So another couple moves to Los Angeles. Hardly the Second Coming. Enough of these people already...
Posted by: Gianpiero | Jul 10, 2007 7:52:09 PM
I love them both. If they want to take over America, Becks can start by invading me ;-)
Posted by: becks07 | Jul 10, 2007 7:52:55 PM
not sure why Beckham and Posh rate so much exposure on a gay weblog... he's good looking, a good soccer player, and famous... and that's about the sum of it. these two have nothing to do with being gay, that is except maybe his voice.
perhaps if there's a tangent of fascination here for him (and her) then maybe a weekly Beckham update would be more suitable.
Keep the Beckham updates coming, as much as possible!
Posted by: John | Jul 10, 2007 8:46:33 PM
I want to fuck both of them.
More beckham updates please.
Posted by: Carl | Jul 10, 2007 8:52:42 PM
I don't get what all the fuss over this guy!!! He has no chest and his nips are too small! he is probably a horrible lay!
Posted by: Roger | Jul 10, 2007 9:08:14 PM
I thought that maybe his best was behind him but now I see that his behind and back are top rate. So f'ing sexy! For my fellow Americans who don't get it - He is the most popular athlete on Earth. He deserves every ounce of gay blog coverage because he is an icon in fashion as well as beautiful. He is secure in himself unlike most American athletes who are so homophobic that they can't even dress up well for fear of being thought of gay. Long live Becks!
Posted by: Mike | Jul 10, 2007 9:51:38 PM
I don't understand why we are supposed to care about them.
Hrm, well my favorite photo is the mag cover. Unfortunately, I'm left feeling like they are beautiful people without souls that will try to devour mine if I get too close...
I don't wish them bad or anything; I hope they like America. But, er... it's creepy.
Posted by: Rob (lrdarystar) | Jul 10, 2007 10:40:55 PM
Umm, I know that this isn't the focus of the photos---but what the hell is wrong with his ear? It's doesn't look human.

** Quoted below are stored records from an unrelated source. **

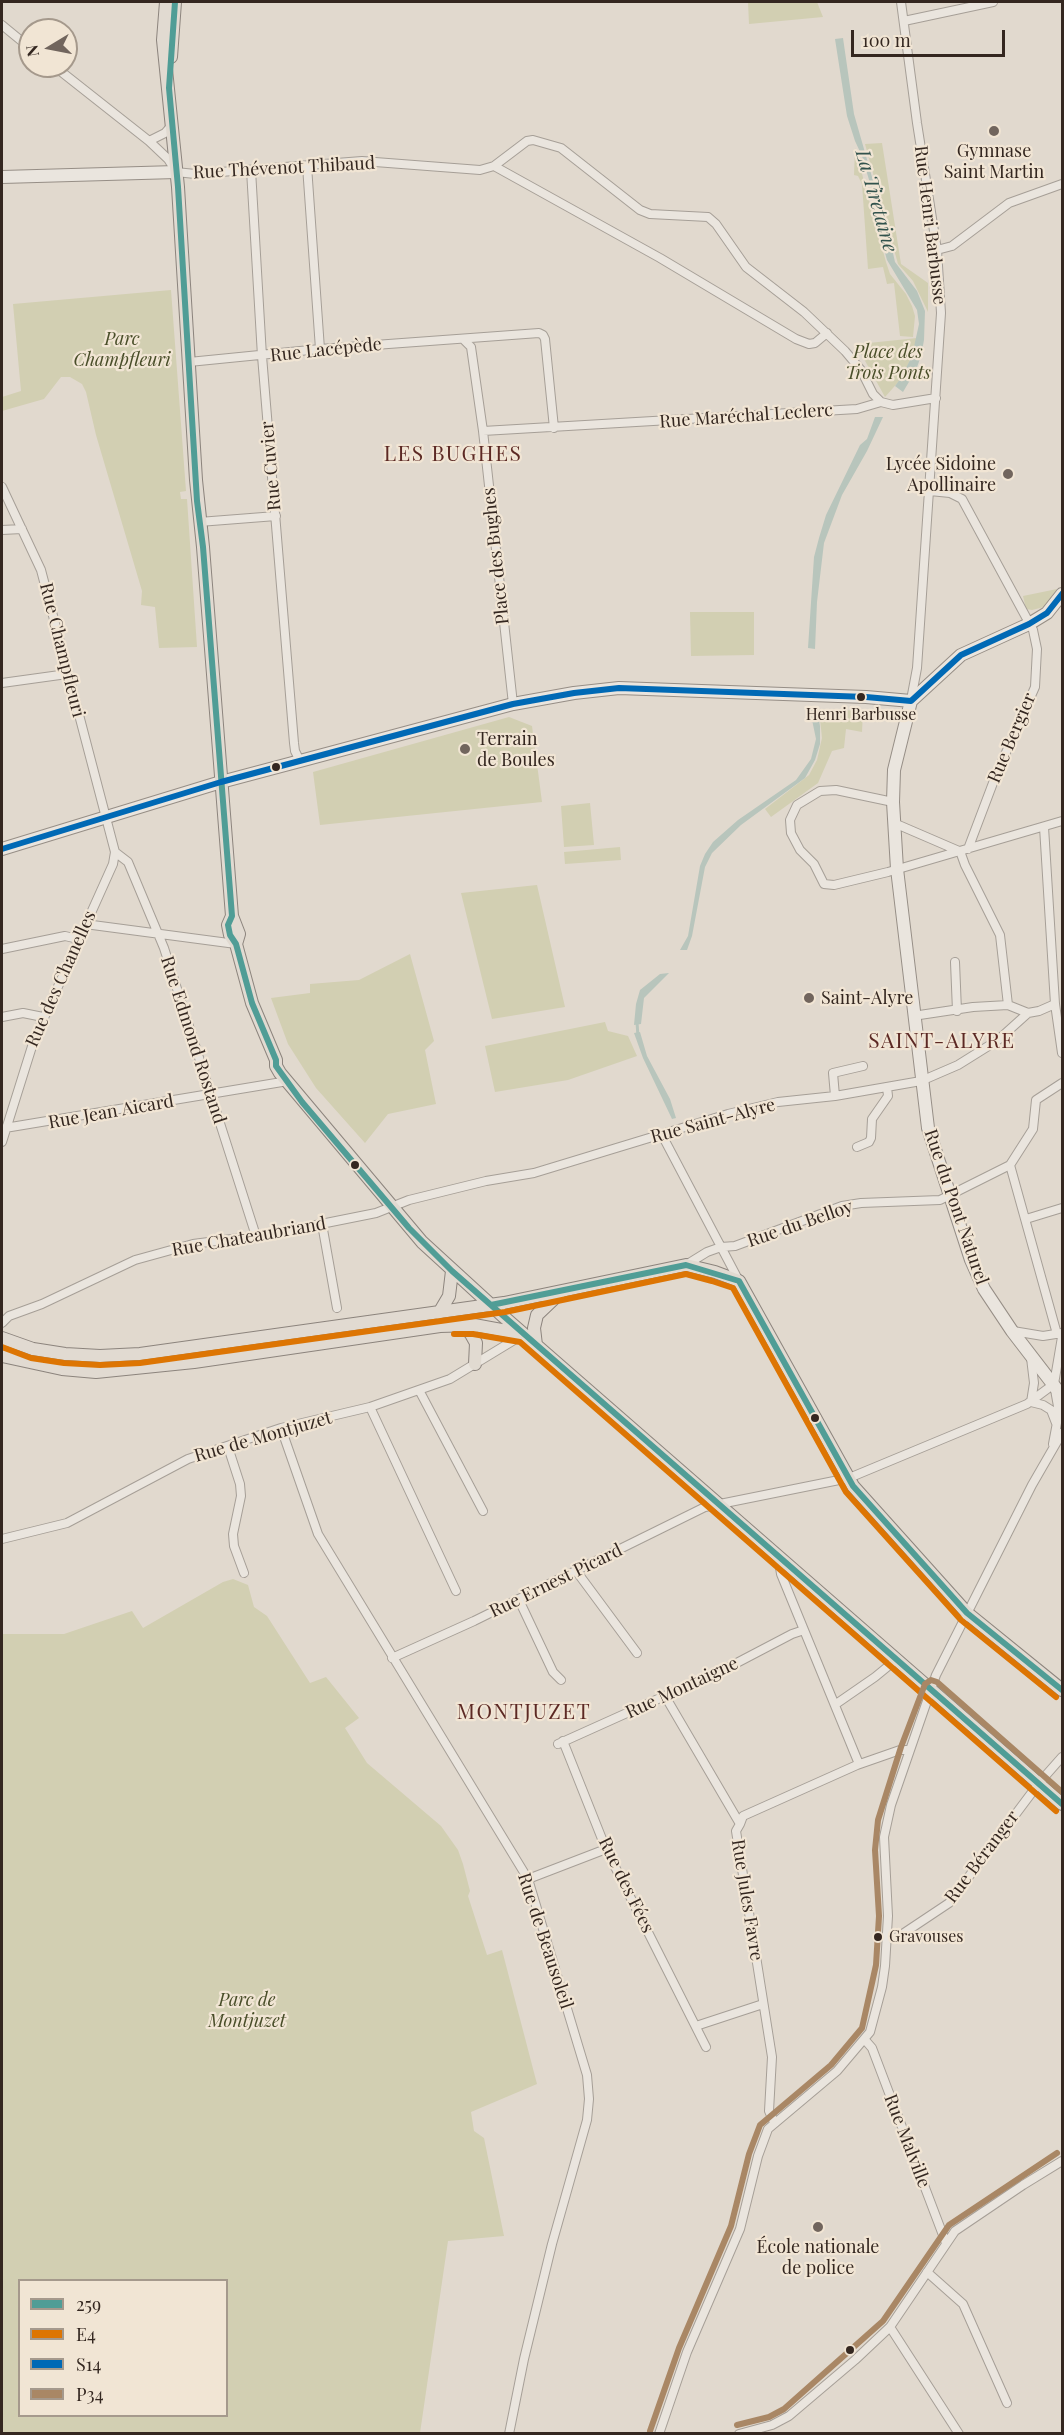 <!DOCTYPE html>
<meta charset="utf-8">
<style>
body{margin:0}
#map{position:relative;width:1064px;height:2435px;overflow:hidden;background:#e1d9ce;font-family:"Playfair Display",serif}
canvas{display:block}
.frame{position:absolute;inset:0;border:3px solid #342720;pointer-events:none}
.legend{position:absolute;left:18px;top:2279px;width:210px;height:138px;box-sizing:border-box;background:#f1e5d4;border:2px solid #a5998c;margin:0;padding:8px 10px;list-style:none;font-size:18px;color:#342720}
.legend li{display:flex;align-items:center;gap:12px;height:30px}
.legend b{width:30px;border:2px solid #a5998c}
.north{position:absolute;left:18px;top:18px;width:60px;height:60px;box-sizing:border-box;background:#f1e5d4;border:2px solid #a5998c;border-radius:50%;rotate:260deg;font-size:16px;font-weight:700;line-height:24px;text-align:center;color:#342720}
.north::after{content:'';display:block;margin:auto;width:21px;height:27px;background:#71655d;clip-path:polygon(50% 0,100% 100%,50% 72%,0 100%)}
.scale{position:absolute;left:851px;top:30px;width:154px;height:27px;box-sizing:border-box;border:3px solid #342720;border-top:0;padding-left:8px;font-size:18px;line-height:21px;white-space:nowrap;color:#342720;-webkit-text-stroke:4px #f1e5d4;paint-order:stroke}
</style>
<div id="map">
<canvas width="1064" height="2435"></canvas>
<div class="frame"></div>
<ul class="legend">
<li><b style="height:8px;background:#509d96"></b>259</li>
<li><b style="height:8px;background:#dd7503"></b>E4</li>
<li><b style="height:8px;background:#0069b5"></b>S14</li>
<li><b style="height:8px;background:#a98765"></b>P34</li>
</ul>
<div class="north">N</div>
<div class="scale">100 m</div>
</div>
<script>
const ctx = document.querySelector('canvas').getContext('2d');
ctx.lineJoin = 'round';
function paint(path, color) {
  ctx.fillStyle = color;
  ctx.fill(path, 'evenodd');
}
function poly(rows) {
  const path = new Path2D();
  for (const r of rows) {
    path.moveTo(r[0], r[1]);
    for (let i = 2; i < r.length; i += 2) path.lineTo(r[i], r[i + 1]);
  }
  return path;
}
function strokePath(path, color, width, dash) {
  ctx.strokeStyle = color;
  ctx.lineWidth = width;
  ctx.lineCap = dash ? 'butt' : 'round';
  ctx.setLineDash(dash || []);
  ctx.stroke(path);
}
function write(font, color, halo, rows, align = 'center') {
  ctx.font = font + ' "Playfair Display",serif';
  ctx.lineWidth = 4.5;
  ctx.setLineDash([]);
  ctx.textBaseline = 'middle';
  ctx.strokeStyle = halo;
  ctx.fillStyle = color;
  for (const [text, x, y, turn = 0] of rows) {
    ctx.save();
    ctx.translate(x, y);
    ctx.rotate((+turn || 0) * Math.PI / 180);
    ctx.textAlign = isNaN(turn) ? turn : align;
    if (halo) ctx.strokeText(text, 0, 0);
    ctx.fillText(text, 0, 0);
    ctx.restore();
  }
}
paint(poly([
 [748,2,817,2,823,17,749,24],
 [882,143,901,264,928,283,928,312,913,281,898,264,865,144],
 [855,148,886,262,890,274,906,294,912,306,915,316,913,337,900,336,894,283,887,284,883,267,868,269,862,184,858,176,854,175],
 [171,290,186,491,180,492,181,499,187,499,197,647,159,648,155,607,141,605,142,591,96,435,86,392,82,384,70,377,61,377,44,399,2,411,2,397,21,391,13,304],
 [917,338,912,356,901,379,885,397,859,350,859,344],
 [1057,589,1044,607,1032,610,1026,609,1023,596],
 [690,612,754,612,754,655,691,656],
 [819,709,863,711,862,732,846,729,844,748,832,751,818,783,771,817,765,809,809,775,817,760,822,738],
 [509,717,532,726,542,802,320,825,313,772],
 [590,803,594,845,564,847,561,806],
 [620,847,621,860,565,864,564,852],
 [537,885,565,1007,492,1019,461,893],
 [410,954,434,1041,425,1050,436,1104,388,1114,365,1143,316,1088,288,1044,271,998,310,993,310,984,359,980],
 [605,1022,608,1031,628,1036,637,1056,568,1080,495,1092,485,1046],
 [233,1579,248,1585,254,1607,267,1616,310,1683,326,1677,359,1718,345,1728,367,1763,441,1826,458,1850,463,1864,470,1891,468,1896,487,1955,502,1950,537,2084,471,2112,474,2131,484,2138,504,2236,448,2241,420,2433,2,2433,2,1634,64,1634,132,1611,143,1628,223,1582],
 [20,2280,226,2280,226,2416,20,2416]
]), '#d2cfb2');
paint(poly([
 [843,38,854,114,880,205,883,209,895,262,917,291,925,311,924,340,921,356,916,370,903,392,895,386,901,378,912,356,919,324,917,310,887,260,874,213,877,207,862,156,855,141,847,116,835,39],
 [875,417,883,417,867,451,842,495,824,543,817,602,815,649,808,648,814,557,819,538,826,515,860,445,867,439],
 [810,710,817,710,820,726,820,744,815,760,805,778,741,825,712,853,705,867,692,936,687,950,680,950,688,936,700,866,705,854,713,842,738,820,796,780,811,759,816,739],
 [669,973,644,998,641,1024,634,1025,636,1004,640,990,660,974],
 [640,1032,647,1056,670,1099,676,1118,672,1119,643,1058,634,1033]
]), '#b8c5bc');
strokePath(poly([
 [637,1022,638,1037]
]), '#b8c5bc', 3);
const street = poly([
 [901,2,917,123,937,250,941,313,917,668,911,700],
 [904,21,993,2],
 [2,25,30,48],
 [54,66,149,141,168,159,176,172,195,174,362,161,480,170,494,166,527,141,533,140,561,148,640,210,650,214,708,217,716,224,746,267,804,312,845,351,861,370,873,394,881,402],
 [149,141,165,133,171,126],
 [307,166,320,349],
 [494,166,660,258,796,339,809,344,815,343,827,333],
 [251,170,262,356,294,743,295,751,300,761],
 [937,250,952,246,1009,203,1062,184],
 [463,339,471,347,483,431,513,704],
 [189,362,320,349,539,333,543,335,545,339,554,428],
 [483,431,857,409,881,402,893,405,936,398],
 [2,487,41,570,115,852,113,864,34,1040,2,1142],
 [930,491,950,493,962,499,1033,630,1037,649,1035,687,996,775,968,849],
 [199,522,276,516],
 [2,530,22,529],
 [2,683,67,674],
 [893,802,836,790,820,791,797,805,790,820,791,833,800,850,814,864,824,884,834,885,888,872,1062,821],
 [894,823,959,851],
 [1044,827,1055,1004,1062,1053],
 [960,851,965,865,1000,935,1008,1005],
 [115,852,128,862,164,948,256,1236],
 [85,924,236,944],
 [2,949,65,936,78,939],
 [955,962,957,1011],
 [913,1016,973,1007,1008,1005,1028,1013],
 [2,1017,23,1013,43,1017],
 [835,1096,833,1073,863,1066],
 [5,1128,288,1081],
 [662,1135,739,1281],
 [857,1147,869,1142,871,1138,872,1119,888,1096,887,1087],
 [1010,1165,1057,1334],
 [1026,1219,1062,1208],
 [322,1224,337,1308],
 [686,1265,707,1252,721,1247,735,1246,842,1206,861,1203,940,1200,1010,1165,1033,1129,1036,1100,1062,1083],
 [2,1323,9,1316,42,1304,135,1260,193,1244,271,1234,376,1213,409,1200,486,1181,534,1173,728,1114,778,1102,835,1096,921,1081,958,1065,998,1040,1028,1013,1039,1011,1055,1004],
 [1013,1331,1043,1336,1062,1333],
 [1031,1358,1034,1383,1031,1402,1043,1405,1051,1410,1056,1423],
 [419,1390,483,1511],
 [370,1407,456,1591],
 [281,1428,318,1534,528,1879,587,2075,589,2099,587,2120,552,2244,524,2359,509,2434],
 [1053,1444,1059,1412,1054,1384,1062,1337],
 [228,1447,240,1484,241,1496,233,1534,234,1546,244,1573],
 [2,1539,67,1523,188,1459,281,1428,370,1407,450,1379,524,1334],
 [778,1555,781,1574,859,1764],
 [577,1572,637,1653],
 [519,1600,553,1672,561,1680],
 [392,1658,474,1621,705,1507,849,1478,1027,1404,1054,1384],
 [665,1696,740,1824,736,1831,772,2057,769,2111,774,2122],
 [836,1704,875,1677,897,1659],
 [563,1741,606,1849,706,2047],
 [558,1744,729,1667,792,1634,804,1630],
 [740,1824,743,1816,857,1765,900,1750,909,1750],
 [528,1879,606,1849],
 [887,1939,898,1937,949,1903,1039,1783,1062,1757],
 [696,2026,763,2004],
 [865,2040,872,2048,946,2243],
 [927,2272,963,2304,1007,2403],
 [890,2327,959,2434],
 [659,2434,687,2352,740,2229,758,2156,768,2129,837,2071,870,2032,882,1987,885,1966,888,1916,884,1837,891,1805,936,1675,1032,1485,1062,1433],
 [739,2434,772,2425,789,2416,855,2360,890,2327,955,2231,1023,2185,1062,2161]
]);
const secondary = poly([
 [2,177,176,172],
 [911,701,894,770,893,802,897,869,928,1128,971,1260,984,1289,1012,1331,1062,1396],
 [2,849,221,782,300,761,513,704,574,693,619,688,866,697,911,701,961,655,1029,624,1047,613,1062,594]
]);
const primary = poly([
 [166,2,163,40,178,187,196,480,203,547,232,916,239,934,236,944],
 [171,57,175,2],
 [232,916,228,925,230,935,236,944,252,1003,276,1060,276,1066,280,1073,422,1242,504,1317,1062,1804],
 [439,1313,449,1296,452,1271],
 [462,1324,471,1334,476,1343,475,1364],
 [2,1338,33,1349,65,1354,100,1356,140,1354,504,1303,686,1265,715,1272,739,1281,853,1486,967,1613,1062,1690],
 [536,1345,534,1328,537,1315,559,1294],
 [2,1356,62,1369,96,1372,194,1362,440,1326,474,1325,523,1334]
]);
strokePath(street, '#a69f97', 10);
strokePath(secondary, '#968e86', 14);
strokePath(primary, '#8c847d', 14);
strokePath(street, '#eae5de', 8);
strokePath(secondary, '#eae5de', 12);
strokePath(primary, '#e1dad1', 12);
strokePath(poly([
 [175,2,169,88,178,187,197,501,203,547,232,916,228,925,230,935,236,944,252,1003,276,1060,276,1066,302,1102,409,1228,452,1271,1062,1804],
 [491,1305,686,1265,739,1281,853,1486,967,1613,1062,1690]
]), '#509d96', 6);
strokePath(poly([
 [454,1334,473,1334,520,1342,1056,1811],
 [2,1347,31,1358,64,1363,100,1365,140,1363,505,1312,686,1274,712,1281,733,1288,846,1492,961,1620,1056,1697]
]), '#dd7503', 6);
strokePath(poly([
 [2,849,221,782,513,704,574,693,619,688,866,697,911,701,961,655,1029,624,1047,613,1062,594]
]), '#0069b5', 6);
strokePath(poly([
 [737,2425,769,2417,784,2409,883,2321,949,2225,1057,2153],
 [650,2431,679,2348,731,2226,749,2154,760,2125,831,2065,862,2028,876,1965,879,1916,875,1850,878,1820,901,1747,925,1684,931,1680,937,1682,1062,1792]
]), '#a98765', 6);
for (const [x, y, r, color] of [
 [994,131,6,"#71655d"],
 [1008,474,6,"#71655d"],
 [861,697,5,"#342720"],
 [465,749,6,"#71655d"],
 [276,767,5,"#342720"],
 [809,998,6,"#71655d"],
 [355,1165,5,"#342720"],
 [815,1418,5,"#342720"],
 [878,1937,5,"#342720"],
 [818,2227,6,"#71655d"],
 [850,2350,5,"#342720"]
]) {
  const dot = new Path2D();
  dot.arc(x, y, r, 0, 2 * Math.PI);
  ctx.fillStyle = color;
  ctx.fill(dot);
  strokePath(dot, '#f1e5d4', 2);
}
write('16px', '#342720', '#f1e5d4', [
 ["Henri Barbusse",861,715],
 ["Gravouses",889,1937,"left"]
]);
write('18px', '#342720', '#f1e5d4', [
 ["Gymnase",994,151],
 ["Saint Martin",994,172],
 ["Lycée Sidoine",996,464,"right"],
 ["Apollinaire",996,485,"right"],
 ["Terrain",477,739,"left"],
 ["de Boules",477,760,"left"],
 ["Saint-Alyre",821,998,"left"],
 ["École nationale",818,2247],
 ["de police",818,2268]
]);
write('18px', '#342720', '#f1e5d4', [
 ["Rue Thévenot Thibaud",284,168,-3],
 ["Rue Henri Barbusse",930,225,83],
 ["Rue Lacépède",326,350,-6],
 ["Rue Maréchal Leclerc",746,416,-4],
 ["Rue Cuvier",271,466,-95],
 ["Place des Bughes",496,556,-96],
 ["Rue Champfleuri",62,650,76],
 ["Rue Bergier",1012,738,-67],
 ["Rue des Chanelles",61,979,-66],
 ["Rue Edmond Rostand",193,1040,72],
 ["Rue Jean Aicard",111,1112,-10],
 ["Rue Saint-Alyre",713,1121,-15],
 ["Rue du Pont Naturel",956,1207,71],
 ["Rue du Belloy",800,1224,-19],
 ["Rue Chateaubriand",249,1237,-10],
 ["Rue de Montjuzet",263,1437,-16],
 ["Rue Ernest Picard",556,1581,-26],
 ["Rue Montaigne",682,1688,-25],
 ["Rue Béranger",982,1857,-53],
 ["Rue des Fées",626,1885,64],
 ["Rue Jules Favre",747,1900,81],
 ["Rue de Beausoleil",545,1941,72],
 ["Rue Malville",907,2141,69]
]);
write('italic 18px', '#494e29', '#f1e5d4', [
 ["Parc",122,339],
 ["Champfleuri",122,360],
 ["Place des",888,352],
 ["Trois Ponts",888,373],
 ["Parc de",247,2000],
 ["Montjuzet",247,2021]
]);
write('italic 20px', '#31524c', '#f1e5d4', [
 ["La Tiretaine",876,201,74]
]);
ctx.letterSpacing = '1.5px';
write('21px', '#5c2924', '#f1e5d4', [
 ["LES BUGHES",453,454],
 ["SAINT-ALYRE",942,1041],
 ["MONTJUZET",524,1712]
]);
ctx.letterSpacing = '0px';
</script>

Posted by: Paul | Jul 10, 2007 10:49:35 PM
All the celebrity worshipping losers will be in heaven tonight. Could all these loser star fucker wanna-bes just find a celebrity and send them half of their monthly income, then rename all their children after their holy star’s kids and ex-husbands. Have their stars name bold printed on all their cloths and tattooed across their foreheads. Then draw lots to see who can kiss their stars dirty feet and ass on national television to prove how big a fan they really are.